What are some BitPay alternatives? - xstartup
What are the Bitpay alternatives you recommend?
My consulting company is helping non-profits add Bitcoin to their accepted list of payment methods.<p>We plan to add BitPay for them, but we also need a backup method in case, BitPay fails. Our gateway routing infra is already in place, so it will be trivial to route payment request elsewhere incase of downtimes.
======
CoinGate
Hello, CoinGate here! We'd love to help out with collecting donations for non-
profits. The added values of our service are 50+ supported currencies and
real-time conversion to fiat with weekly settlements directly to the company's
bank account. Please reach out to support@coingate.com and we'll set you up in
no time!

------
calliethrone
1\. Blockonomics — Be your own bank

Pros: Blockonomics is aligned well with the Bitcoin philosophy and is a
permissionless, Direct to wallet payment gateway. Transactions are charged a
cheap 1% fee for unlimited transactions, with your first 10 transactions are
free. They also accept numerous cryptocurrencies using a built-in integration
with Shapeshift. Blockonomics is also a leader in segwit adoption in bitcoin
space — making it a must if you’re having trouble with customers unhappy with
high miner fee. Payments go direct to your own wallet too — letting you own
your Bitcoins instead of holding it at an exchange.

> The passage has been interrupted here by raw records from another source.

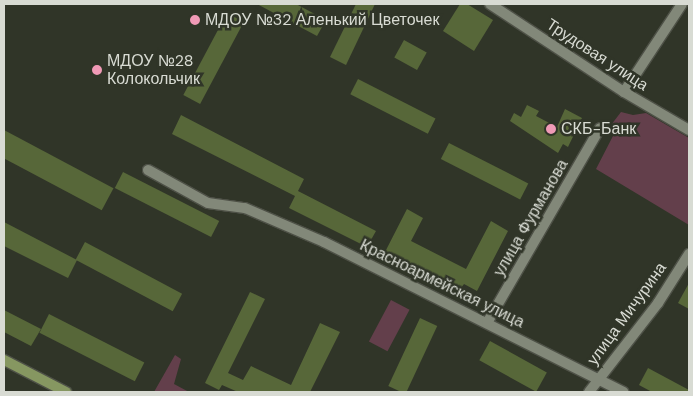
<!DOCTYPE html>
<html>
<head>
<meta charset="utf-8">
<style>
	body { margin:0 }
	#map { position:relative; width:693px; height:396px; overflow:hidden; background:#303528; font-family:"DM Sans",sans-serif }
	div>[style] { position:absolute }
	.green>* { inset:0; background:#633f4b; transform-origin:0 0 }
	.building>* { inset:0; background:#576739; transform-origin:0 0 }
	.roads { filter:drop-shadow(1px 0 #4e5147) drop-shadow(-1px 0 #4e5147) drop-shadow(0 1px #4e5147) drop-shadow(0 -1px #4e5147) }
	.street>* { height:10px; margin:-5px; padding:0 5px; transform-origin:5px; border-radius:5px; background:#828879 }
	.secondary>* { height:10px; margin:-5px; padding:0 5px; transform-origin:5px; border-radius:5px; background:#869761 }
	.dots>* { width:14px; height:14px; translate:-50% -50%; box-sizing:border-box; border:2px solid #303528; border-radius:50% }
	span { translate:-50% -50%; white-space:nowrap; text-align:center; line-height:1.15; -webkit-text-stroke:5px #303528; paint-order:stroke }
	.poi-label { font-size:16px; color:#d8dbd3 }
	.left { translate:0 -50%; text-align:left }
	.street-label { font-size:16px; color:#d8dbd3 }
	.frame { position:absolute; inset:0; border:5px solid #d8dbd3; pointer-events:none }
</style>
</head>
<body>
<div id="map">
	<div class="green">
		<div style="clip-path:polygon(621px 112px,633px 115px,646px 113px,689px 138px,689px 225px,596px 169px,614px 134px,608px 129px)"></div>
		<div style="left:391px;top:300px;width:21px;height:47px;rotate:28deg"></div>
		<div style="clip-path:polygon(175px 355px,181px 359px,174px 384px,189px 392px,154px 392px)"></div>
	</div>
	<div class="building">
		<div style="clip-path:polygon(257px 4px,296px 4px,326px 20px,317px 36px)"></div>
		<div style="clip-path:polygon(356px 4px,375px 4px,346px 65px,330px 57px)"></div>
		<div style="clip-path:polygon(460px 4px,467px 4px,493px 20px,474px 51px,443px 31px)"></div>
		<div style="left:227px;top:13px;width:19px;height:93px;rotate:28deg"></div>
		<div style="left:404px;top:40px;width:26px;height:20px;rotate:29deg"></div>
		<div style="left:358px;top:79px;width:87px;height:17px;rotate:27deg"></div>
		<div style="clip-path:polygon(527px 105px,539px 111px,536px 116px,557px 127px,565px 109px,582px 118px,568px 147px,563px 144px,558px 153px,510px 121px,514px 113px,521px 117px)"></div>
		<div style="clip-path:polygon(181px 115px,304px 179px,298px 191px,376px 231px,367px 247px,289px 208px,295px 196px,172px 134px)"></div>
		<div style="left:4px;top:130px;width:124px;height:25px;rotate:28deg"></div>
		<div style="left:449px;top:143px;width:89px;height:18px;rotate:27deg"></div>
		<div style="left:123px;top:172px;width:108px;height:18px;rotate:27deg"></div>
		<div style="clip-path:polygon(407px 209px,423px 218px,411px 241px,466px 269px,491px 221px,508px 231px,477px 291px,464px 284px,461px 288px,385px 252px)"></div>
		<div style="clip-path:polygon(4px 222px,77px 260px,68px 278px,4px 246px)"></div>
		<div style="left:85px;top:242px;width:110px;height:20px;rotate:28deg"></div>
		<div style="clip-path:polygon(689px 283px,689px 309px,678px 303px)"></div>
		<div style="clip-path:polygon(250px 292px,265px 299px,228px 373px,243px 380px,251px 366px,291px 385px,320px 323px,340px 332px,310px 392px,238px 392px,222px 385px,219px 390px,205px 383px)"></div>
		<div style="clip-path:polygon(4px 310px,41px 329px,31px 346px,4px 332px)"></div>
		<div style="left:49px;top:314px;width:107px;height:21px;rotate:27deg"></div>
		<div style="left:420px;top:318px;width:19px;height:75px;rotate:25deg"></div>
		<div style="left:490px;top:341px;width:65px;height:22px;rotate:29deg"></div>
		<div style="clip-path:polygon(648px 368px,689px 390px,689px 392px,652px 392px,639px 385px)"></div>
	</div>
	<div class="roads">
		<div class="street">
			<div style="left:490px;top:4px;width:160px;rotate:33.3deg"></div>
			<div style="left:624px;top:92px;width:75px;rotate:30.3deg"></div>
			<div style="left:624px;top:92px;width:105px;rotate:-56.6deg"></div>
			<div style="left:148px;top:170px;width:68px;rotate:28.8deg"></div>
			<div style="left:208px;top:203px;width:37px;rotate:8deg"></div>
			<div style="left:245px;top:208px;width:86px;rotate:23.3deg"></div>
			<div style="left:324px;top:242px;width:335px;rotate:26.6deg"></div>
			<div style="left:487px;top:323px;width:225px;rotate:-59.9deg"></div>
			<div style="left:589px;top:392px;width:113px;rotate:-52.2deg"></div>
			<div style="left:658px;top:303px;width:58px;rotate:-57.7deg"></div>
		</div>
		<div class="secondary">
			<div style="left:4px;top:360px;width:70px;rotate:27.3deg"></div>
		</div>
	</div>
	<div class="dots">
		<div style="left:195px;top:20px;background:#f09ab6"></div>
		<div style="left:97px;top:70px;background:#f09ab6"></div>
		<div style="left:551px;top:129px;background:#f09ab6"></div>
	</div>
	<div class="poi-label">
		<span class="left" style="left:205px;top:20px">МДОУ №32 Аленький Цветочек</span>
		<span class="left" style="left:107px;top:70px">МДОУ №28<br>Колокольчик</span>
		<span class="left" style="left:561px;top:129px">СКБ-Банк</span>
	</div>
	<div class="street-label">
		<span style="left:597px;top:55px;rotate:33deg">Трудовая улица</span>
		<span style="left:531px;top:218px;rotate:-60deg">улица Фурманова</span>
		<span style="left:442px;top:284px;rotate:26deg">Красноармейская улица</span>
		<span style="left:627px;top:314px;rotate:-54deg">улица Мичурина</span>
	</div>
	<div class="frame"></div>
</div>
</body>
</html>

Cons: Blockonomics does not allow for instant fiat conversion upon payment
delivery, meaning you’ll have to send it to your local bank manually.

2\. CoinGate — Fiat friendly

Pros: CoinGate holds a similar fee structure at 1% transaction fee for as many
transactions as you’d like. Similar to Blockonomics, they do allow you to
accept 50+ cryptocurrencies beyond Bitcoin using Shapeshift. CoinGate
merchants are also Segwit compatible for optimal mining fees and speed. Also,
incoming Bitcoins can be converted to fiat in real-time.

Cons: Payments you’ve received are held in CoinGate’s wallet until you‘re
ready to transfer them out.

3\. BtcPay — BitPay’s bandaid

Pros: Since Bitpay appears to have an excessively long cons list, BtcPay has
arrived to help solve some of those inefficiencies. BtcPay is a layer over
Bitpay using their invoice API — which is super simple to migrate to for
existing Bitpay users. BtcPay also makes purchases Segwit ready, and is built
on an open source platform. Their support efforts are also top notch.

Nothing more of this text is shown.